A 2013 manpower ministry regulation requires foreign workers 'to be able to communicate in Indonesian,' but stops short of defining the level of proficiency the worker need to achieve in order to secure a working permit. (Antara Photo/Dhoni Setiawan)
Joko to Scrap Indonesian Language Requirement for Foreign Workers
BY :NOVY LUMANAUW
AUGUST 21, 2015
Jakarta. President Joko Widodo will drop a regulation that would require foreign workers to take an Indonesian language proficiency test, as part of his effort to brush up the country’s investment appeal.
The president has instructed his aides to eliminate all regulatory barriers in the central and regional administration that could hampers investment, cabinet secretary Pramono Anung said on Friday.
“It was asked specifically by the president to drop the Indonesian language proficiency requirement for foreign workers... to ensure the flow of investment,” he said.
Under a 2009 law on national language, the flag and national symbols, all locally-based businesses are required to use Indonesian as their main language of communication. The law also requires foreigners working in the country to take Indonesian language lessons.
A 2013 manpower ministry regulation requires foreign workers “to be able to communicate in Indonesian," but stops short of defining the level of proficiency they would need to achieve in order to secure working permit.

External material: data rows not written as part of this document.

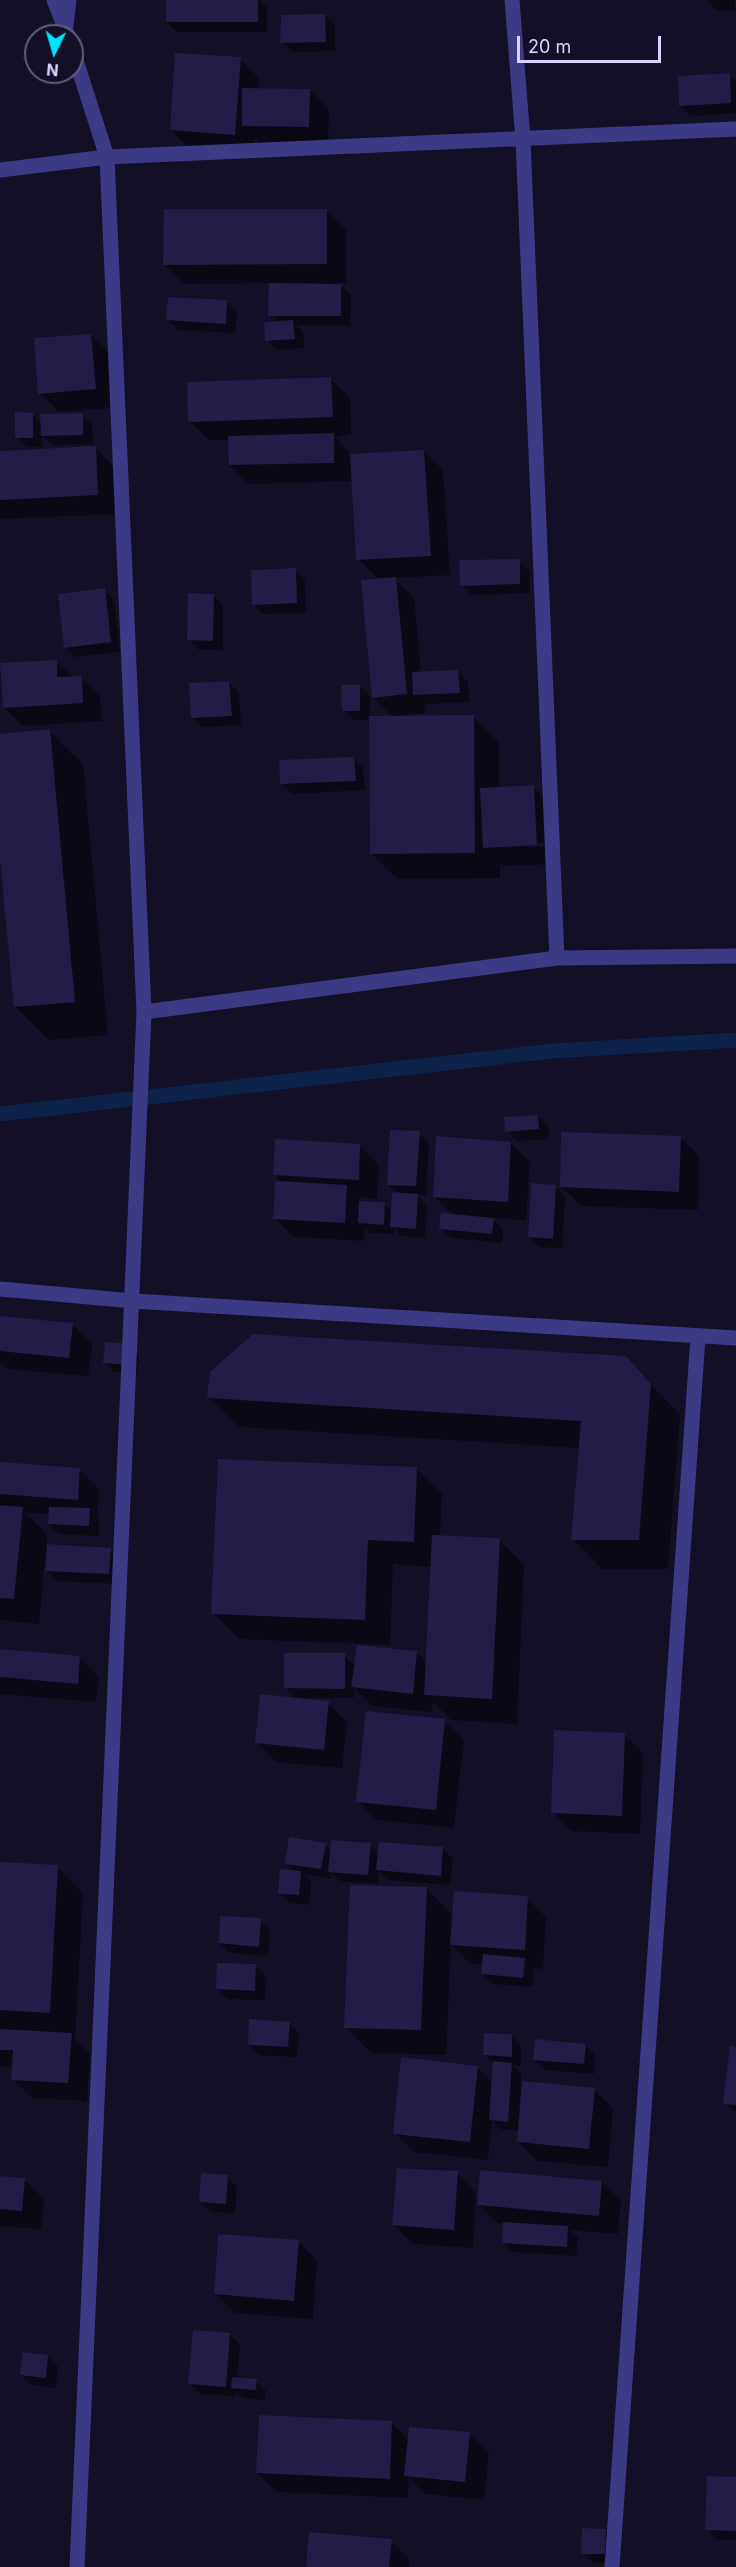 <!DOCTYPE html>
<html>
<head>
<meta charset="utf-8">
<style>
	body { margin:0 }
	#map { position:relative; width:736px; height:2567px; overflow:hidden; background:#130f26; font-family:Inter,sans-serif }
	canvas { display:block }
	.north { position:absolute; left:24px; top:24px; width:60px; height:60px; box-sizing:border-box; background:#130f26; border:2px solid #625e7d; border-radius:50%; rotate:185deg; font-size:16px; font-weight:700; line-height:24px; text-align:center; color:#d9d4ff }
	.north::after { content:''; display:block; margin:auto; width:21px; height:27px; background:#00e5ff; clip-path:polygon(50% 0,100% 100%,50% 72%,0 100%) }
	.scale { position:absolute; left:517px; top:36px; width:144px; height:27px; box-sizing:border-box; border:3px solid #d9d4ff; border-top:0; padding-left:8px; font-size:18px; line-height:21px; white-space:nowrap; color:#d9d4ff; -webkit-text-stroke:4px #130f26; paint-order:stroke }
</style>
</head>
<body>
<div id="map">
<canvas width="736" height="2567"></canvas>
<div class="north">N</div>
<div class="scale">20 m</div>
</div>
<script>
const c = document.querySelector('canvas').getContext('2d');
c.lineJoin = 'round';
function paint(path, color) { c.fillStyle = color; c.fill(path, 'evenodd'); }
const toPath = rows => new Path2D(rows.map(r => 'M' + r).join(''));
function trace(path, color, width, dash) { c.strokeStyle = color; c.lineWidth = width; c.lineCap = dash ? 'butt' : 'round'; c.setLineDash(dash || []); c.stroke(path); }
paint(toPath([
	[167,0,260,0,267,8,267,32,177,32,167,22],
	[707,0,735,0,735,11,717,11],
	[325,15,335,25,335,51,292,52,282,42],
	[240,59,259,78,258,90,310,91,329,110,328,146,262,145,255,137,254,153,190,149,171,130],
	[729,75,736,81,736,113,691,116,681,106],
	[327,211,346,230,346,283,338,283,351,295,350,326,296,325,303,332,304,348,277,350,267,340,278,323,270,315,270,283,184,284,165,264],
	[227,302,237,312,235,333,178,330,168,320],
	[91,335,110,354,114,408,59,412,40,393],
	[331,379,350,398,351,435,335,436,352,456,424,451,443,470,450,575,394,578,414,598,421,674,458,672,468,682,469,702,424,704,425,713,405,715,405,717,473,717,499,742,499,788,533,787,552,806,555,864,503,866,500,863,500,878,397,879,371,853,371,720,354,720,344,710,360,686,370,696,370,717,393,717,373,697,379,580,358,559,353,481,249,484,230,465,229,440,209,440,190,421],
	[544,843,544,846,500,848,500,845],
	[32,414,42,425,82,415,92,425,93,444,52,445,42,435,42,447,27,447,17,437],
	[95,448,114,467,116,514,0,519,0,452],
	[519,561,529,571,530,593,472,595,462,585],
	[295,570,305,580,306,613,263,614,253,604],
	[104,590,114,600,120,652,75,657,65,647],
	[213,595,223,605,223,650,199,650,189,639],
	[56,661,72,677,81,677,100,696,102,721,23,726,4,707],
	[229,683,239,693,241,725,202,727,192,717],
	[49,731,83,764,108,1035,49,1040,16,1007,0,844,0,735],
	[353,758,363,768,365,790,292,794,282,784],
	[538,1116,548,1126,549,1139,517,1141,507,1131],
	[419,1133,429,1143,426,1195,417,1195,427,1206,425,1238,402,1236,394,1228,393,1234,370,1233,365,1228,364,1241,294,1237,275,1218,282,1183,274,1174,360,1146,379,1165,377,1199,358,1197,363,1203,384,1204,392,1212,398,1194,388,1184],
	[680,1137,699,1156,698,1210,581,1206,562,1187],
	[511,1143,530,1162,526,1220,492,1218,503,1229,502,1243,451,1238,441,1228,453,1215,434,1196],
	[555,1186,565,1196,562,1248,540,1247,530,1237],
	[0,1318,73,1325,92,1344,88,1376,7,1369,0,1362],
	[129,1346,139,1356,137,1374,114,1372,104,1362],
	[625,1357,680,1415,668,1569,602,1569,573,1539,580,1448,239,1427,209,1397],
	[0,1463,80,1470,99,1489,97,1517,99,1520,99,1536,59,1534,49,1524,50,1514,26,1513,47,1534,46,1546,110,1550,120,1560,119,1584,57,1581,44,1568,39,1624,0,1620],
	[416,1468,442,1494,440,1537,499,1540,524,1565,517,1724,451,1720,433,1702,431,1712,372,1706,354,1688,354,1698,305,1698,305,1700,328,1703,347,1722,342,1768,276,1762,257,1743,297,1700,286,1688,344,1655,355,1666,417,1653,427,1663,432,1567,393,1564,390,1645,239,1639,213,1613],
	[0,1651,80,1658,99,1677,96,1702,0,1694],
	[444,1721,464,1740,454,1828,377,1820,358,1801],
	[624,1734,643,1753,640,1834,572,1831,553,1812],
	[325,1845,331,1851,370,1845,379,1854,443,1849,453,1859,450,1885,388,1880,379,1871,377,1884,340,1881,332,1873,331,1879,303,1874,311,1882,309,1905,290,1903,280,1893,295,1872,286,1863],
	[0,1864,57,1867,83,1893,75,2039,90,2054,87,2101,32,2098,13,2079,13,2068,0,2067],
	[427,1889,453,1916,527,1898,546,1917,543,1969,534,1968,533,1987,493,1984,483,1974,483,1965,470,1964,451,1944,446,2055,371,2053,346,2027],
	[260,1920,270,1930,268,1956,230,1953,220,1943],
	[256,1966,266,1976,265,2000,228,1999,218,1989],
	[289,2023,299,2033,297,2057,259,2055,249,2045],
	[511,2036,521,2046,521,2066,512,2065,521,2074,521,2083,594,2089,613,2108,608,2167,537,2161,518,2142,519,2131,500,2129,492,2121,488,2160,414,2152,395,2133,477,2067,493,2083,494,2064,484,2054],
	[585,2045,595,2055,594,2074,545,2070,535,2060],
	[736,2049,736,2113,725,2103],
	[457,2173,476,2192,473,2248,413,2244,394,2225],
	[227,2177,237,2187,235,2213,211,2212,201,2202],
	[0,2178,25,2180,44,2199,41,2229,0,2226],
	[602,2182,621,2201,618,2234,570,2230,578,2237,576,2256,513,2252,503,2242,505,2224,497,2223,478,2204],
	[298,2241,317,2260,313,2319,235,2313,216,2294],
	[230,2335,240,2345,237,2379,256,2381,266,2391,265,2400,243,2398,236,2391,235,2396,200,2394,190,2384],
	[48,2357,58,2367,56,2388,31,2385,21,2375],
	[391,2422,409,2440,469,2434,489,2453,484,2500,425,2494,409,2478,408,2498,276,2492,257,2473],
	[736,2478,736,2540,717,2540,707,2529],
	[605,2531,615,2541,614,2563,593,2563,583,2553],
	[391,2541,410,2560,409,2567,307,2567]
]), '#0007');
trace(toPath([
	[0,1114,552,1051,736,1040]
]), '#0c2248', 15);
paint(toPath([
	[166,0,258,0,258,22,166,22],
	[325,14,326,42,280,43,281,15],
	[175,53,241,57,235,135,170,130],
	[730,73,731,103,679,106,678,76],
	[242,88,310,89,309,127,242,126],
	[164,209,327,209,327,264,163,265],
	[269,283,341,284,341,316,268,316],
	[168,297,227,300,226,324,166,320],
	[293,320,295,339,265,341,264,322],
	[91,334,96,389,38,394,34,338],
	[331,377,333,417,188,422,187,382],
	[15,412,33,413,33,438,15,438],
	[83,413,83,435,41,436,40,414],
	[334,433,334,463,229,465,228,436],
	[96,446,98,495,0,500,0,451],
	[424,450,431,556,356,560,350,454],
	[520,559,520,584,460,586,459,560],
	[296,568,297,603,252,605,251,570],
	[396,577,407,694,372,698,361,580],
	[105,588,111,642,64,648,58,594],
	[188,593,214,594,213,641,187,640],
	[57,660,57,677,82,676,83,703,3,708,0,663],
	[458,670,460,693,413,695,412,672],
	[229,681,232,716,191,718,189,683],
	[341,685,360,685,360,711,342,711],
	[474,715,475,853,370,854,369,716],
	[50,729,75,1002,14,1007,0,860,0,734],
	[354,757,356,781,280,784,279,760],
	[534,785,537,845,483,848,480,788],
	[538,1115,539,1129,505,1132,504,1117],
	[390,1130,420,1131,416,1186,387,1185],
	[561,1132,681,1136,679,1192,560,1187],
	[436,1136,511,1142,508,1202,433,1197],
	[275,1139,360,1144,359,1180,273,1175],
	[275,1181,347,1185,345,1223,273,1219],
	[531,1183,556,1185,553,1239,528,1237],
	[392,1192,418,1194,416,1229,390,1227],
	[359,1201,385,1202,384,1225,358,1223],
	[441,1213,494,1218,492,1234,439,1229],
	[0,1316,73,1323,69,1358,0,1351],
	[253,1334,626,1356,651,1384,639,1540,571,1540,581,1421,207,1398,210,1372],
	[105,1342,130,1344,128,1365,103,1363],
	[218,1459,417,1467,414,1542,368,1540,365,1620,211,1614],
	[0,1462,80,1468,78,1500,0,1494],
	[0,1505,23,1507,14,1599,0,1598],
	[49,1507,90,1508,89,1526,48,1524],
	[432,1535,500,1538,492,1699,424,1695],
	[47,1544,111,1548,109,1574,45,1571],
	[357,1645,417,1651,413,1694,351,1687],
	[0,1649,80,1656,78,1684,0,1677],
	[284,1653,345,1653,345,1689,284,1688],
	[260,1694,329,1701,324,1750,255,1743],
	[366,1711,445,1719,436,1810,356,1802],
	[554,1730,625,1733,622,1816,551,1813],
	[289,1837,326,1843,321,1869,285,1864],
	[331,1840,371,1843,368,1875,328,1872],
	[379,1842,443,1847,441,1876,376,1870],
	[0,1862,58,1865,50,2013,0,2010],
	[280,1869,301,1871,299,1895,278,1894],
	[350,1885,427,1887,421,2030,344,2028],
	[454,1891,528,1896,525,1950,450,1945],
	[220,1916,261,1918,259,1947,219,1943],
	[483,1954,525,1958,523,1978,481,1974],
	[217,1963,256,1964,255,1991,216,1989],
	[249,2019,290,2022,288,2047,248,2045],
	[0,2029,72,2033,68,2083,11,2080,13,2050,0,2050],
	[484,2033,512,2034,512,2057,483,2055],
	[535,2039,586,2044,584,2064,533,2060],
	[730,2046,736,2047,736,2105,723,2104],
	[401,2057,478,2066,470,2142,393,2134],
	[493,2061,512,2063,508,2122,489,2120],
	[522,2081,595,2088,589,2149,517,2142],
	[397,2168,458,2171,454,2230,392,2225],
	[480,2170,602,2181,599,2216,477,2205],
	[201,2173,228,2175,226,2204,199,2202],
	[0,2176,25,2178,22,2211,0,2209],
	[503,2222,568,2226,567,2247,502,2243],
	[218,2234,299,2240,294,2301,214,2294],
	[193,2330,230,2333,226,2387,188,2384],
	[23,2352,48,2355,46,2378,20,2375],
	[232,2377,257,2379,256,2390,231,2388],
	[259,2415,392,2421,390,2479,256,2473],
	[409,2427,470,2432,465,2482,404,2476],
	[707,2476,736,2477,736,2531,705,2530],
	[582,2528,606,2529,605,2554,581,2554],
	[309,2532,392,2539,389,2567,306,2567]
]), '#241b47');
trace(toPath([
	[54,0,68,36],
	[512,0,523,140,557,958],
	[66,25,69,0],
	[72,48,107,157,144,1012,77,2567],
	[0,170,107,157,736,129],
	[144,1012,557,958,736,956],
	[0,1289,133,1301,736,1338],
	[612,2567,698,1337]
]), '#3d3a85', 15);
</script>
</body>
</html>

Manpower Minister Hanif Dhakiri had proposed in January to require all foreign workers to pass a standardized test for Indonesian language in order protect domestics jobs from a potential inflow of workers from neighboring countries as the Association of Southeast Asian Nation's Economic Community becomes effective next year.
The proposal met strong opposition from foreign and local investors alike, who were quick to point out that the severe lack of Indonesian study centers for foreigners would hamper their search for highly skilled workers, who they say are crucial for their businesses.
Indonesia attracted $6.8 billion of foreign direct investment outside the banking and petroleum sectors in the first half of 2015, a 18 percent rise from the same period last year, data from the Investment Coordinating Agency showed.